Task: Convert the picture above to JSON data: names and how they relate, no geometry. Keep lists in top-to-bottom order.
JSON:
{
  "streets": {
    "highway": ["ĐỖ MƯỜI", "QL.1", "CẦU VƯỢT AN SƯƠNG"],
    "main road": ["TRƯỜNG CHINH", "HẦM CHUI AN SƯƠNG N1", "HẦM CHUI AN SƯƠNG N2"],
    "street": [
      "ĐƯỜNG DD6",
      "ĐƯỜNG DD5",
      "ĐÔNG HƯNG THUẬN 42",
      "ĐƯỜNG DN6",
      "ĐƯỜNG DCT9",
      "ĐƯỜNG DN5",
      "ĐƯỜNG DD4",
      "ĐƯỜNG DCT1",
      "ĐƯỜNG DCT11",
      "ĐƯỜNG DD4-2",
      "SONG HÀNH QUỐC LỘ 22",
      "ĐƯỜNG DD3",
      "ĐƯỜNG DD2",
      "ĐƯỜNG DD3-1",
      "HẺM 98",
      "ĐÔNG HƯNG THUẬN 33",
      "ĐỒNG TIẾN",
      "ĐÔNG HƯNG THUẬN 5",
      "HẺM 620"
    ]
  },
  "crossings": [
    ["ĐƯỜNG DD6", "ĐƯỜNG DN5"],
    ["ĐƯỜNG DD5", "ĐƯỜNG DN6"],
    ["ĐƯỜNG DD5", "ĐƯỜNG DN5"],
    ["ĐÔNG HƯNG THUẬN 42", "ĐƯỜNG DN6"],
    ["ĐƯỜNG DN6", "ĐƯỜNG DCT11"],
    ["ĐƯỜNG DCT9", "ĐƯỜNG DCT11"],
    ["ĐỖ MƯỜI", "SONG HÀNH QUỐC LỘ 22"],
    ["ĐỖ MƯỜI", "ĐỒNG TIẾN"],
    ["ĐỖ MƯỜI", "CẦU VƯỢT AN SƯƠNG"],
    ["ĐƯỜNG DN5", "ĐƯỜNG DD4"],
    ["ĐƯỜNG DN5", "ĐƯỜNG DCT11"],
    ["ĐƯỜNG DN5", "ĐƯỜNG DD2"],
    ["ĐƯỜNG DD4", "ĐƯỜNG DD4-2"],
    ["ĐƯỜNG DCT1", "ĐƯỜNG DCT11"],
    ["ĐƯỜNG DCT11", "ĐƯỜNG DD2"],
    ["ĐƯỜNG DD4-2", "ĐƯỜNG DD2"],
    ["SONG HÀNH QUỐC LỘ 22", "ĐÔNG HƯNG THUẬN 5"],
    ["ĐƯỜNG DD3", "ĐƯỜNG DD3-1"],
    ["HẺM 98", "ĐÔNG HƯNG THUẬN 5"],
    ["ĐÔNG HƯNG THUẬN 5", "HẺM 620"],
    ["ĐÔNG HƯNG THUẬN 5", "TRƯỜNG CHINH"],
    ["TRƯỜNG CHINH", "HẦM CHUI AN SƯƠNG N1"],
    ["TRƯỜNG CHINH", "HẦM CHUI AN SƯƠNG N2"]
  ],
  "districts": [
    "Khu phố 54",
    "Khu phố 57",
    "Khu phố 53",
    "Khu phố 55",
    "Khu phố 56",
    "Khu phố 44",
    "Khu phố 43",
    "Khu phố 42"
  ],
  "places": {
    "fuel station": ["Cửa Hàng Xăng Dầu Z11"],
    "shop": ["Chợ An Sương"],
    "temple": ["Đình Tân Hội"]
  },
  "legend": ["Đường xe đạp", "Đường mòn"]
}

_ _ _ _ _ _ _

- TASK PROMPT: State how many lines of the records above contain the word "VƯỢT", giving only that number.

- SOLVED PROBLEM: 2